**WHAT TO DO**
What you return must be the lines from the first one below through the one containing "width:20px; border:1px solid", exactly and with pictures excluded.

**INPUT DATA**
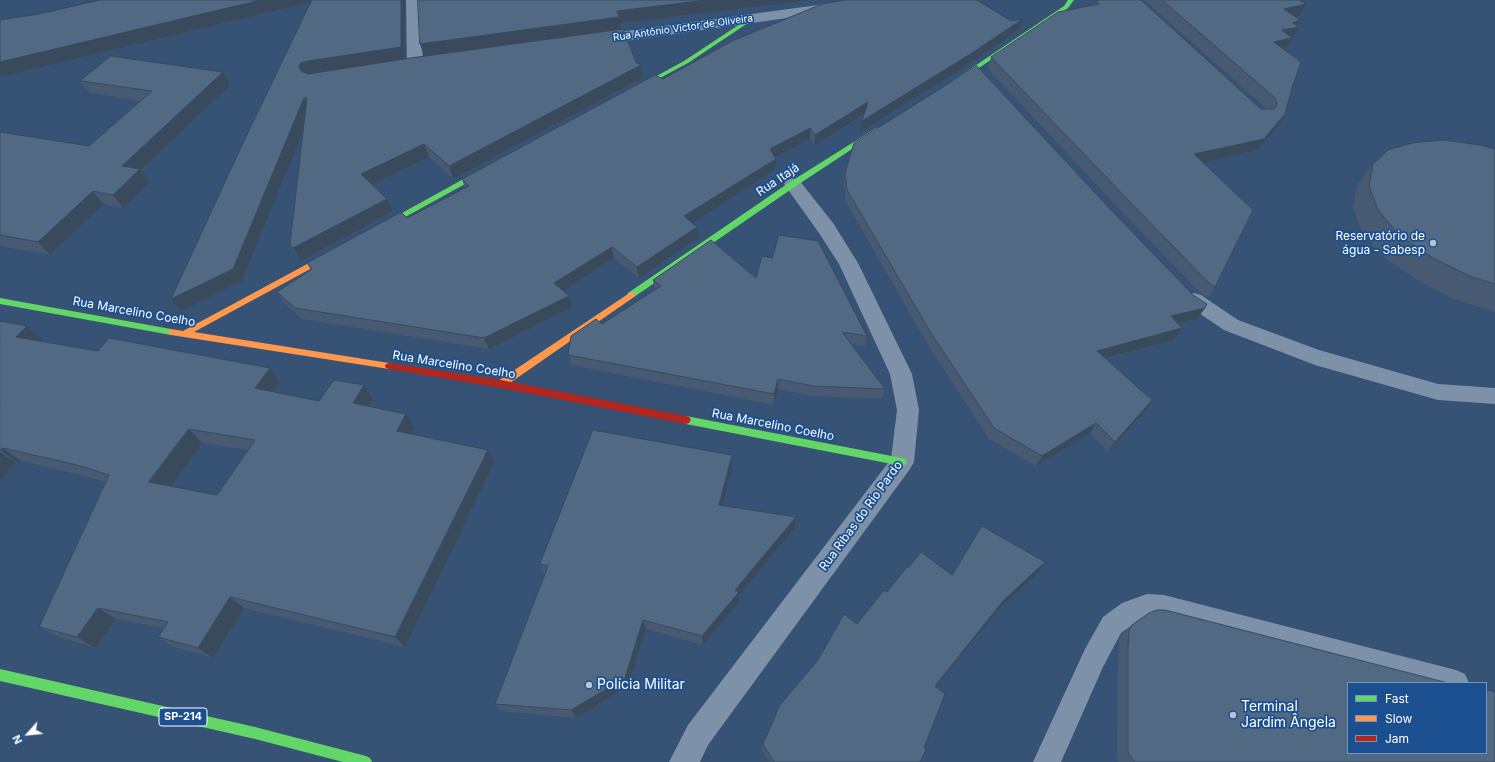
<!DOCTYPE html>
<html>
<head>
<meta charset="utf-8">
<style>
	body { margin:0 }
	#map { position:relative; width:1495px; height:762px; overflow:hidden; background:#365274; font-family:Inter,sans-serif }
	canvas { display:block }
	.legend { position:absolute; left:1347px; top:682px; width:140px; height:72px; box-sizing:border-box; background:#1b4f8f; border:1px solid #7695bc; margin:0; padding:5px 7px; list-style:none; font-size:12px; color:#fff }
	.legend li { display:flex; align-items:center; gap:8px; height:20px }
	.legend b { width:20px; border:1px solid #7695bc }
	.north { position:absolute; left:8px; top:714px; width:40px; height:40px; -webkit-text-stroke:3px #1b4f8f; paint-order:stroke; rotate:243deg; font-size:11px; font-weight:700; line-height:16px; text-align:center; color:#fff }
	.north::after { content:''; display:block; margin:auto; width:14px; height:18px; background:#fff; clip-path:polygon(50% 0,100% 100%,50% 72%,0 100%) }
</style>
</head>
<body>
<div id="map">
<canvas width="1495" height="762"></canvas>
<ul class="legend">
<li><b style="height:5px;background:#63d668"></b>Fast</li>
<li><b style="height:5px;background:#ff974d"></b>Slow</li>
<li><b style="height:5px;background:#b3261e"></b>Jam</li>
</ul>
<div class="north">N</div>
</div>
<script>
const g = document.querySelector('canvas').getContext('2d');
g.lineJoin = 'round';
function fillPath(path, color) { g.fillStyle = color; g.fill(path, 'evenodd'); }
function trace(path, color, width, dash) { g.strokeStyle = color; g.lineWidth = width; g.lineCap = dash ? 'butt' : 'round'; g.setLineDash(dash || []); g.stroke(path); }
function label(font, color, halo, rows, align = 'center') {
  g.font = font + ' Inter,sans-serif'; g.lineWidth = 3.5; g.setLineDash([]); g.textBaseline = 'middle'; g.strokeStyle = halo; g.fillStyle = color; for (const [text, x, y, turn = 0] of rows) {
    g.save(); g.translate(x, y); g.rotate((+turn || 0) * Math.PI / 180); g.textAlign = isNaN(turn) ? turn : align; if (halo) g.strokeText(text, 0, 0); g.fillText(text, 0, 0); g.restore();
  }
}
const lane = new Path2D(`
	M1194,293L1201,295L1238,320L1319,350L1438,384L1495,388V404L1438,400L1315,365L1224,330L1187,305L1185,300L1187,295Z
	M1147,594L1164,595L1456,670L1465,674L1469,683H1408L1164,619L1147,618L1138,621L1121,633L1103,667L1061,762H1033L1085,649L1103,617L1122,603Z`);
const street = new Path2D(`
	M406,0H420L423,64L421,67L415,69L409,67L407,64Z
	M855,0H893L891,3L886,4L597,45L592,43L589,40L592,37L597,35Z
	M793,178L799,180L833,223L858,263L912,374L919,410L914,462L910,469L708,745L700,762H669L688,725L891,459L897,410L890,374L839,264L819,233L784,184L787,180Z`);
const fast = new Path2D(`
	M1068,0H1074L1068,8L955,84H951V82L1064,6Z
	M749,18L751,19V21L688,63L634,92L629,91L684,61Z
	M876,128H880L881,130L796,186L634,297H628L627,295L628,293L790,182Z
	M487,166H493L494,168L380,231L377,232L373,229Z
	M0,298L171,329L175,332L171,335L0,304Z
	M686,416L902,458L905,459L907,462L905,465L902,466L686,424L683,423L681,420L683,417Z
	M0,669L255,727L366,756L370,758L372,762H343L255,739L0,681Z`);
const slow = new Path2D(`
	M335,249L339,252L338,254L194,332L389,363L392,364L393,366L392,368L389,369L171,335L167,332L171,329L183,331Z
	M631,292L634,293L635,295L634,297L504,387H498L496,384L498,381Z`);
const jam = new Path2D(`
	M389,363L501,380L686,416L689,417L691,420L689,423L686,424L501,388L389,369L386,368L385,366L386,364Z`);
const wall = new Path2D(`
	M100,0H405V59L620,23L621,29L636,62L641,65L642,78L453,179L429,157L372,185L387,199L393,211L301,261L297,257L290,244L303,129L242,281L181,311L171,299L311,2L0,77V20L39,14Z
	M1145,0H1299V16L1295,17L1300,20L1297,25L1293,38H1292L1286,49H1284L1292,88L1278,126L1257,150L1203,162L1215,287L1208,298L1202,294L1124,214L988,69L991,57L1094,5L1096,1L1261,109H1267L1145,1Z
	M1019,30L969,64L860,132L864,115L814,146L810,139L775,158V170L692,223L697,227L698,238L639,278L614,258L562,290L569,296L572,307L489,349L302,319L284,303L277,292L311,270L307,263L407,218L465,188L462,179L663,79Z
	M223,72L230,85L141,170L150,181L123,208L103,204L50,255L0,246V132L89,146L141,101L90,93L80,81Z
	M1495,149V312L1451,298L1414,278L1381,255L1361,230L1353,207L1357,185L1373,164Z
	M845,173L1113,212L1205,308L1197,319L1178,324L1182,328L1174,340L1106,359L1152,400L1145,411L1108,452L1090,433L1036,466L989,439L928,345L846,202L844,185Z
	M756,278L867,336L865,346L851,344L885,389L882,399L812,396L778,389L774,405L571,365L568,355L602,324L655,291L653,280Z
	M0,321L27,326L43,340L42,341L98,351L270,368L280,382L274,392L319,401L364,385L373,399L369,407L414,428L411,434L494,463L405,647L244,608L213,658L174,647L158,637L164,628L116,619L95,648L59,637L39,627L105,482L93,478L21,461L19,464L16,463L0,481ZM202,443L248,450L217,495L170,486Z
	M732,467L722,505L795,528L739,595V602L703,645L646,629L628,686L576,718L501,711L495,704L545,574H544L540,564Z
	M908,568L952,575L1038,573L997,611L936,687L924,748L920,762H769L762,751L763,744L857,624L887,592Z
	M1132,625L1486,753V691L1487,690L1495,762H1119L1117,760L1118,659L1119,640L1122,634Z`);
const shadedWall = new Path2D(`
	M261,0H319L0,77V62Z
	M401,0H405V60L305,79L299,66L301,63Z
	M707,0H809L620,23L621,30L424,56L420,44L617,11Z
	M1306,4L1299,16L1278,20L1284,9Z
	M1023,19L1019,30L969,64L860,132L862,121Z
	M1300,20L1295,28L1299,27L1286,49L1268,53L1274,42L1282,30L1293,23Z
	M641,65L642,78L453,179L449,166Z
	M223,72L230,85L141,170L150,181L123,208L113,195L122,166Z
	M304,98L311,111L242,281L181,311L171,299Z
	M868,102L866,113L814,146L815,135Z
	M1285,114L1278,126L1257,150L1188,166L1194,154Z
	M810,128V139L770,160V149Z
	M424,144L429,157L367,187L361,174Z
	M776,159L775,170L685,228L684,216Z
	M93,191L103,204L50,255L38,242Z
	M387,199L393,211L301,261L293,248Z
	M697,227L698,238L639,278L637,267Z
	M612,247L614,258L557,294L554,283Z
	M569,296L572,307L489,349L484,338Z
	M1205,308L1197,319L1164,327L1171,316Z
	M27,326L43,340L32,351L16,337Z
	M1182,328L1174,340L1091,362L1097,351Z
	M270,368L280,382L266,402L255,388Z
	M778,379V389L774,405V394Z
	M364,385L373,399L362,417L353,403Z
	M1152,400L1145,411L1108,452L1115,442Z
	M406,414L414,428L405,445L397,431Z
	M1096,423L1090,433L1036,466L1042,456Z
	M189,429L202,443L164,495L149,482Z
	M3,448L21,461L19,464L1,451Z
	M488,450L494,463L405,647L395,637Z
	M0,452L16,463L0,481Z
	M732,455V467L720,516L719,505Z
	M796,517L795,528L739,595V602L703,645L702,636L735,590Z
	M1045,562L1038,573L997,611L930,694L935,686L1003,601Z
	M230,597L244,608L213,658L198,648Z
	M98,608L116,619L95,648L77,637Z
	M643,620L646,629L628,686L576,718L571,710Z`);
const building = new Path2D(`
	M100,0H261L0,62V20L39,14Z
	M312,0H401V47L308,61L301,63L299,66L301,71L308,74L411,58L623,29L636,62L641,65L449,166L424,144L361,174L387,199L293,248L290,244L307,98H304L233,269L171,299L242,145Z
	M418,0H707L617,11L619,17L420,44Z
	M846,0H977L1011,21L1023,19L972,53L862,121L868,102L815,135L810,128L770,149L776,159L684,216L697,227L637,267L612,247L554,283L569,296L484,338L295,308L277,292L312,269L307,263L401,212L407,218L469,186L462,179L655,75L663,79L732,41L822,4Z
	M1101,0H1141L1261,109H1274L1277,104L1275,98L1162,0H1299L1306,4L1284,9L1300,20L1293,23L1299,27L1282,30L1292,38L1274,42L1301,62L1292,88L1285,114L1264,139L1194,154L1253,210L1215,287L1209,283L1130,202L991,57L1058,12L1099,4L1096,1Z
	M111,56L223,72L122,166L140,169L113,195L93,191L38,242L0,235V132L89,146L152,91L80,81Z
	M977,66L1113,212L1193,295L1207,304L1205,308L1171,316L1182,328L1097,351L1152,400L1115,442L1096,423L1042,456L994,428L931,333L847,190L845,173L854,143Z
	M1443,140L1480,145L1495,149V284L1472,277L1433,258L1399,235L1378,210L1369,186L1373,164L1388,150L1412,143Z
	M779,235L818,241L867,336L842,332L885,389L813,386L778,379L774,394L568,355L571,336L596,319L602,324L661,286L653,280L711,240L756,278L762,256L772,258Z
	M0,321L27,326L16,337L98,351L109,338L270,368L255,388L319,401L334,380L364,385L353,403L406,414L397,431L488,450L395,637L230,597L198,648L158,637L168,622L98,608L77,637L39,627L109,475L77,465L3,448L0,450ZM189,429L255,440L217,495L149,482Z
	M593,430L732,455L719,505L796,517L735,590L739,592L702,636L643,620L625,678L571,710L495,704L548,566L540,564Z
	M982,526L1045,562L1003,601L935,686L945,694L924,748L926,750L920,762H774L763,744L780,705L818,660L844,614L857,624L884,590L887,592L907,567L908,568L921,552L952,575Z
	M1157,610H1165L1448,683H1348V753H1486V691L1487,690L1495,692V762H1135L1128,753V650L1129,631L1132,625L1149,613Z`);
const markers = [
	[1433,243,4,"#b9c2ce"],
	[589,685,4,"#b9c2ce"],
	[1233,715,4,"#b9c2ce"]
];
const farStreetnames = [
	["Rua Antônio Victor de Oliveira",683,28,-8]
];
const shields = [
	[183,717,48]
];
const shieldNames = [
	["SP-214",183,717]
];
const streetNames = [
	["Rua Itajá",778,180,-34],
	["Rua Marcelino Coelho",134,312,10],
	["Rua Marcelino Coelho",454,365,9],
	["Rua Marcelino Coelho",773,425,11],
	["Rua Ribas do Rio Pardo",861,516,-54]
];
const poiNames = [
	["Reservatório de",1425,236],
	["água - Sabesp",1425,250]
];
const nearPoinames = [
	["Polícia Militar",597,685],
	["Terminal",1241,707],
	["Jardim Ângela",1241,723]
];
fillPath(lane, '#7d92a8');
fillPath(street, '#7d92a8');
fillPath(fast, '#63d668');
fillPath(slow, '#ff974d');
fillPath(jam, '#b3261e');
fillPath(wall, '#475a72');
fillPath(shadedWall, '#394a5c');
fillPath(building, '#526984');
trace(building, '#394a5c', 1);
for (const [x, y, r, color] of markers) { const dot = new Path2D(); dot.arc(x, y, r, 0, 2 * Math.PI); g.fillStyle = color; g.fill(dot); trace(dot, '#1b4f8f', 1.5); }
label('10px', '#fff', '#1b4f8f', farStreetnames);
for (const [x, y, w] of shields) { const box = new Path2D(); box.roundRect(x - w / 2, y - 9, w, 18, 3); g.fillStyle = '#1b4f8f'; g.fill(box); trace(box, '#fff', 1); }
label('bold 11px', '#fff', null, shieldNames);
label('12px', '#fff', '#1b4f8f', streetNames);
label('12px', '#fff', '#1b4f8f', poiNames, 'right');
label('14px', '#fff', '#1b4f8f', nearPoinames, 'left');
</script>
</body>
</html>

**RESULT FOR THIS TASK**
<!DOCTYPE html>
<html>
<head>
<meta charset="utf-8">
<style>
	body { margin:0 }
	#map { position:relative; width:1495px; height:762px; overflow:hidden; background:#365274; font-family:Inter,sans-serif }
	canvas { display:block }
	.legend { position:absolute; left:1347px; top:682px; width:140px; height:72px; box-sizing:border-box; background:#1b4f8f; border:1px solid #7695bc; margin:0; padding:5px 7px; list-style:none; font-size:12px; color:#fff }
	.legend li { display:flex; align-items:center; gap:8px; height:20px }
	.legend b { width:20px; border:1px solid #7695bc }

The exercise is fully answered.